Overview: Bottom-Up Day Hike
Length: 8-9 miles RT| Level: Moderate - flat hike, but level can vary depending on river water flow and height. | Duration: 4-6 hours | Elevation: gradual ascent up the river | No permit required
First things first, check the park weather online for alerts, and with a ranger for flash flooding. The trail closes if there's a high threat of it, so you want to go when it's low and dry. Be flexible, as the weather can change at any time, though the rangers will tell you there is less risk for it in the earlier hours. The hike itself is fairly easy for most level hikers. The challenge is walking through the water as the whole trail you will be in it for 90% of the time. I recommend visiting Zion Adventure Company and renting the shoes and the walking stick. It is possible to do it without, it just makes it much easier for balance if you have them. I was able to focus entirely on the beauty of this hike, rather than worrying about my feet and slipping on the rocks.
The hike starts at the Riverside Walk Trailhead (above), so take the park shuttle to the last stop, the Temple of Sinawava. I recommend starting as early as possible-- getting on the 6am, or 7am shuttle will ensure less people and allow you to see everything before the crowds.

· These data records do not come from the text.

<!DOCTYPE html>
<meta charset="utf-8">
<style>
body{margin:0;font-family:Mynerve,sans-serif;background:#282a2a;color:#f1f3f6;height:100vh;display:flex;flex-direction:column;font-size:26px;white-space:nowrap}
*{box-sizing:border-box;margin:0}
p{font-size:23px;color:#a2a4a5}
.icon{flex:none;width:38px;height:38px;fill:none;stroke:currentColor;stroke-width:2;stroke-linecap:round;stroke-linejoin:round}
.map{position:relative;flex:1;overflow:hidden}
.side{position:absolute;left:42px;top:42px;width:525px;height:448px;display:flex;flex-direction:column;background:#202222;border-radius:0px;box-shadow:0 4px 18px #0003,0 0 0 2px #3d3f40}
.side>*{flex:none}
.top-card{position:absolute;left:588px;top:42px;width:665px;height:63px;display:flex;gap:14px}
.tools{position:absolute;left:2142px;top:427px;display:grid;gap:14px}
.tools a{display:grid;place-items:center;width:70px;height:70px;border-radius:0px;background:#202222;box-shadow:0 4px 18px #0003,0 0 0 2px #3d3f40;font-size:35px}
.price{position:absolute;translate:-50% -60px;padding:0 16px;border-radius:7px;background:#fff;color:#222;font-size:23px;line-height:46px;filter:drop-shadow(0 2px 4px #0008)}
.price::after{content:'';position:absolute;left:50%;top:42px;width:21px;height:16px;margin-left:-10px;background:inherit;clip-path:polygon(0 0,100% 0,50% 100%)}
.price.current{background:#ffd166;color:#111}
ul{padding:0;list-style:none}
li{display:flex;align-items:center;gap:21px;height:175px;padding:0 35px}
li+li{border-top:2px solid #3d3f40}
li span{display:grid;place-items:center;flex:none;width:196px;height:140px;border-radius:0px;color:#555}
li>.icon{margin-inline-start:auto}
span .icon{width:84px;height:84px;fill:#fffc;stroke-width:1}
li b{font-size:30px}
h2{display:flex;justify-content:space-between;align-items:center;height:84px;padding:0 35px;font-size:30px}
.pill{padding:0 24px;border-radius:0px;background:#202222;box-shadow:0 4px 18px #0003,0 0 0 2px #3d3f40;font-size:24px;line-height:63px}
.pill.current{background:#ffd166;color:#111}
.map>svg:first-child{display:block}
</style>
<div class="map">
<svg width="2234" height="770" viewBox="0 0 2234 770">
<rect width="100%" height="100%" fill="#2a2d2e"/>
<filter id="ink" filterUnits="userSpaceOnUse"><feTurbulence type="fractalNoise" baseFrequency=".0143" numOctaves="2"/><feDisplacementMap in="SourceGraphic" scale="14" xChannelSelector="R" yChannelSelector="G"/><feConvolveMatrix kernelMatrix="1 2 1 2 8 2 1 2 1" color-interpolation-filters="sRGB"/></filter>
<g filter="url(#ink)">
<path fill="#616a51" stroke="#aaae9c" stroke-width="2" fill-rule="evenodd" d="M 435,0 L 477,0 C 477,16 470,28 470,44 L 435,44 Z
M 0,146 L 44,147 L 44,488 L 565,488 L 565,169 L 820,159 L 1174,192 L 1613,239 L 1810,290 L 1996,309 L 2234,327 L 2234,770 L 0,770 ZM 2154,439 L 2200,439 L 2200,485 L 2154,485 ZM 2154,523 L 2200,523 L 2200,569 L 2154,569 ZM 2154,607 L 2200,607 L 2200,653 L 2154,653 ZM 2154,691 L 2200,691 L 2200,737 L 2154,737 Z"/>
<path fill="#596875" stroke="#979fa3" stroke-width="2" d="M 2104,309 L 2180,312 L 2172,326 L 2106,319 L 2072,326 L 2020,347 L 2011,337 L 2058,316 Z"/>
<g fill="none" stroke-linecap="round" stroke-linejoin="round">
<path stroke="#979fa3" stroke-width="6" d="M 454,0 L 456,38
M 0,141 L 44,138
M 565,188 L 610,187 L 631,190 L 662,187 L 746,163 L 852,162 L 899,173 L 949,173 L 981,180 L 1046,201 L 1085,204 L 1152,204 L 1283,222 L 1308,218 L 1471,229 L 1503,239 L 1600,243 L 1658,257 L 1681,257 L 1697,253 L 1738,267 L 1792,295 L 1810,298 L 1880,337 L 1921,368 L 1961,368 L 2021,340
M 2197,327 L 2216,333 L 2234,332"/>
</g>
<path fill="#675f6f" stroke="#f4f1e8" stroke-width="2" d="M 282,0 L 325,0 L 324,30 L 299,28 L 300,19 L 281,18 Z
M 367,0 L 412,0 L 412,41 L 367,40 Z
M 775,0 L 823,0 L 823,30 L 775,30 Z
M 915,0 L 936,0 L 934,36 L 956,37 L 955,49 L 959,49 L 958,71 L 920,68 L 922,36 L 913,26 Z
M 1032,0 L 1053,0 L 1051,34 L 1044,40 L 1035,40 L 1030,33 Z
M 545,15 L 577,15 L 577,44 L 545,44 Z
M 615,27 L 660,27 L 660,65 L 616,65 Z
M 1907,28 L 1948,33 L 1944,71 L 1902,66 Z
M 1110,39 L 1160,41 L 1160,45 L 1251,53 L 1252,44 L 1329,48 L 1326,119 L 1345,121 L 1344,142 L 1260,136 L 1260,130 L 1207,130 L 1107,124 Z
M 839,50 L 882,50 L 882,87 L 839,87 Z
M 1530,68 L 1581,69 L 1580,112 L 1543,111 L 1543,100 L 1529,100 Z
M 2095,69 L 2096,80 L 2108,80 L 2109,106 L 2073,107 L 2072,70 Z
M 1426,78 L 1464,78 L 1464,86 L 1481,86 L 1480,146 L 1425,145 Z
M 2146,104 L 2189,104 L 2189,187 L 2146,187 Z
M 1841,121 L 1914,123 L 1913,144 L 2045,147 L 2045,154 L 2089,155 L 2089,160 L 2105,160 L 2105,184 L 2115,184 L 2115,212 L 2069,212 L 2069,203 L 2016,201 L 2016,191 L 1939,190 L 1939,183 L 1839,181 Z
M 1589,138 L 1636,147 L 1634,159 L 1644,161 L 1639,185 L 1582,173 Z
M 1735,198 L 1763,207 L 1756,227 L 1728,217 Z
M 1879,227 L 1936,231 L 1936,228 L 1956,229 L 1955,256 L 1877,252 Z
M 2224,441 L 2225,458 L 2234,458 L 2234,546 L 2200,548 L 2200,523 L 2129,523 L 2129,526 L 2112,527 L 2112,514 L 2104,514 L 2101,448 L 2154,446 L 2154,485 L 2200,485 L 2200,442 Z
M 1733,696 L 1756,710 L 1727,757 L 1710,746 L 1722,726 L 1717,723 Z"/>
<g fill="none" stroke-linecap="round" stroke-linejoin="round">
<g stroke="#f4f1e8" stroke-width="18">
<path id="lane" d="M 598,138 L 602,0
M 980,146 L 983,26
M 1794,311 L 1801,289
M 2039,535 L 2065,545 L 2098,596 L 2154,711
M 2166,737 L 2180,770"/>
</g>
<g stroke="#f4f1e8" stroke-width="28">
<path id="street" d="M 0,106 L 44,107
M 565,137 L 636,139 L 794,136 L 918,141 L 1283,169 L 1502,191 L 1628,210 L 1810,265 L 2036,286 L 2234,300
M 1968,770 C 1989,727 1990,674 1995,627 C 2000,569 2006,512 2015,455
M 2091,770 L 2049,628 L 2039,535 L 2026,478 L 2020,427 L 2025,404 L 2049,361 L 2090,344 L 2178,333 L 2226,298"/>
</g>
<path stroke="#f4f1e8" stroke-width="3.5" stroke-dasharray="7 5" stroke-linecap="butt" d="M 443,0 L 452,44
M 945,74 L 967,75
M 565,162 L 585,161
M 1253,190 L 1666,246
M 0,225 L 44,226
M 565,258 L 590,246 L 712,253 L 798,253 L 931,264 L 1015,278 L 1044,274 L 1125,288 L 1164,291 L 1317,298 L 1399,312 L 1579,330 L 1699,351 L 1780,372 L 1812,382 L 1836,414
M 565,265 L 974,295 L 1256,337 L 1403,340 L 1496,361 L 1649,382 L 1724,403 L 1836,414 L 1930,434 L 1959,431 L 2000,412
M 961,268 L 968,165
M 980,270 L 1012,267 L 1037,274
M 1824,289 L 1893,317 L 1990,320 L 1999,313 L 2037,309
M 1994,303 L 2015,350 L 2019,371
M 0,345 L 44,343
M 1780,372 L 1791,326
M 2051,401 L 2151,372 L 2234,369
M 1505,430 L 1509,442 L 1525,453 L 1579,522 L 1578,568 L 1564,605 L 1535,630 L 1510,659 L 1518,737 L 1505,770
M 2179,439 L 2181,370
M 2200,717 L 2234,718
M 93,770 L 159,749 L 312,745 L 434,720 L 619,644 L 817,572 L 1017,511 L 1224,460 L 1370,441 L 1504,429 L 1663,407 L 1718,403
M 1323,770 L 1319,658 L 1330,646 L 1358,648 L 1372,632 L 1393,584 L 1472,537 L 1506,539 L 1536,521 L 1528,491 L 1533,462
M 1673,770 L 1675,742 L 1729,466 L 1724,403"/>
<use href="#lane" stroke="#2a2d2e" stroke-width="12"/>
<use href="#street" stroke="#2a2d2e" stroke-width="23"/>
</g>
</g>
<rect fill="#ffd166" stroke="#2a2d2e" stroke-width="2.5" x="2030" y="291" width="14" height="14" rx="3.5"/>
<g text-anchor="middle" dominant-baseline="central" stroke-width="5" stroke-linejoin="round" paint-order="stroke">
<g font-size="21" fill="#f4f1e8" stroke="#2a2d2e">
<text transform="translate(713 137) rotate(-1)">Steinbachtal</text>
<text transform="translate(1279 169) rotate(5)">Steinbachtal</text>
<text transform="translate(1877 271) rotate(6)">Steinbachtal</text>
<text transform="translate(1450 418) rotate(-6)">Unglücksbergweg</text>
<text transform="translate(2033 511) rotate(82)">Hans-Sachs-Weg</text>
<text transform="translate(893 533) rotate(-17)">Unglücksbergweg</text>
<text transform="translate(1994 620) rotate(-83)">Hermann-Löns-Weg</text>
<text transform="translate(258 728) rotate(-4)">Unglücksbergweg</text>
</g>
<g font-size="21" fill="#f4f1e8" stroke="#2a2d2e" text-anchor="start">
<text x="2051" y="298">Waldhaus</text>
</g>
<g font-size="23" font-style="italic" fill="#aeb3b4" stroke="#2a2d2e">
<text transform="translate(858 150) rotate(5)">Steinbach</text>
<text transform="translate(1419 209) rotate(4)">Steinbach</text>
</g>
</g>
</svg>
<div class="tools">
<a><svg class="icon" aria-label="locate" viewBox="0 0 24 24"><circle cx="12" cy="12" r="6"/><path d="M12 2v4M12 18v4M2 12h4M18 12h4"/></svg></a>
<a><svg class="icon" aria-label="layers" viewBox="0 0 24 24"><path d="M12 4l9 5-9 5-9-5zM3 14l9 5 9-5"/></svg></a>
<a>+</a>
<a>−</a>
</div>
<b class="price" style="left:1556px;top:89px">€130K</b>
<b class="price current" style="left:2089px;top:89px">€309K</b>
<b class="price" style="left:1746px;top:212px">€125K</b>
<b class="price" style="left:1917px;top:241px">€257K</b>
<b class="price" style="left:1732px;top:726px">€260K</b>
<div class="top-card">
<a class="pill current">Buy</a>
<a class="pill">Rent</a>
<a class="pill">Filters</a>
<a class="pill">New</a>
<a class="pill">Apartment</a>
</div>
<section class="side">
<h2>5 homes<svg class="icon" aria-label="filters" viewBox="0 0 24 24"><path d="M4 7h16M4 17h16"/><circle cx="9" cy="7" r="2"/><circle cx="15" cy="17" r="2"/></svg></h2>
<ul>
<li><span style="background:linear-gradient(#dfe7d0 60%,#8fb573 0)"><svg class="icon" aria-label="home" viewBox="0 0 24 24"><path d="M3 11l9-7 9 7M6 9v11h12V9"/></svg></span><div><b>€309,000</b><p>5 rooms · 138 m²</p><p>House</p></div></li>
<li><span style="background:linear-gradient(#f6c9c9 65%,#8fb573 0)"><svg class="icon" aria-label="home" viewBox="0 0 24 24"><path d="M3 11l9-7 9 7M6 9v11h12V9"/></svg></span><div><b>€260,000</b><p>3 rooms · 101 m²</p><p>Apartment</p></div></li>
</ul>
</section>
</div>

Make sure to use the restroom at the trailhead and fill up with water!
The first 3-4 miles of this trip are moderately low levels of water (if done in late summer or fall--spring is up to waist or more due to snowfall melt) as you make your way through the canyons. The weather at this time of year is hot, even under the shade of the rocks. Morning hours are in the low 60's, but as the day progresses it will get up in the 100s. Every step and corner turned throughout the trail is absolutely beautiful!
At about the 4 mile point, you come to what is known as Wall Street, and a fork in the road. This is a good turning point if you want to turn around, or you can tack on another mile or so in either direction for what I felt is the true heart of what I envisioned The Narrows to be. To the left is Floating Rock, and to the right is Veiled Falls. I did end up going a ways both left and right, but found that to the right--known as Orderville Canyon was more epic. This is where the slot canyon gets super narrow! It's also a great place to stop, rest, eat lunch and just take it all in!
The good news here is that most people don't make it this far-- a lot of them end up turning around at the fork. Continuing just a bit further does give you a chance to get some great photos. These two here (above and below) are to the right of the fork, just before Veiled Falls. The day I was there, crowds of people flocked to get a photo on Floating Rock, which is also why I was happy I went in this direction!
Quick Trail Tips:
Start as early as possible to avoid crowds
Rent the gear from a local adventure center like Zion Adventure Company
Pack a lunch - this hike can last up to 8 hours long
Check the weather -- flash floods are common and can happen all year
Do this hike in the late summer/fall to avoid higher water levels if you are apprehensive about waist high water
Avoid going here on a holiday weekend - you can wait in line for hours just to get on the shuttle even at 6am!
Bring a waterproof pouch or a drybag for cameras. I used this one for my iPhone.
By 11am the crowds tripled, so my time on the way out of the canyon was much faster since all the photo ops were now filled with hundreds of people! Seriously though, these photos don't even do the hike justice, you just have to experience how awesome it is for yourself. It is more than a hike, it's a journey, and one you won't want to miss!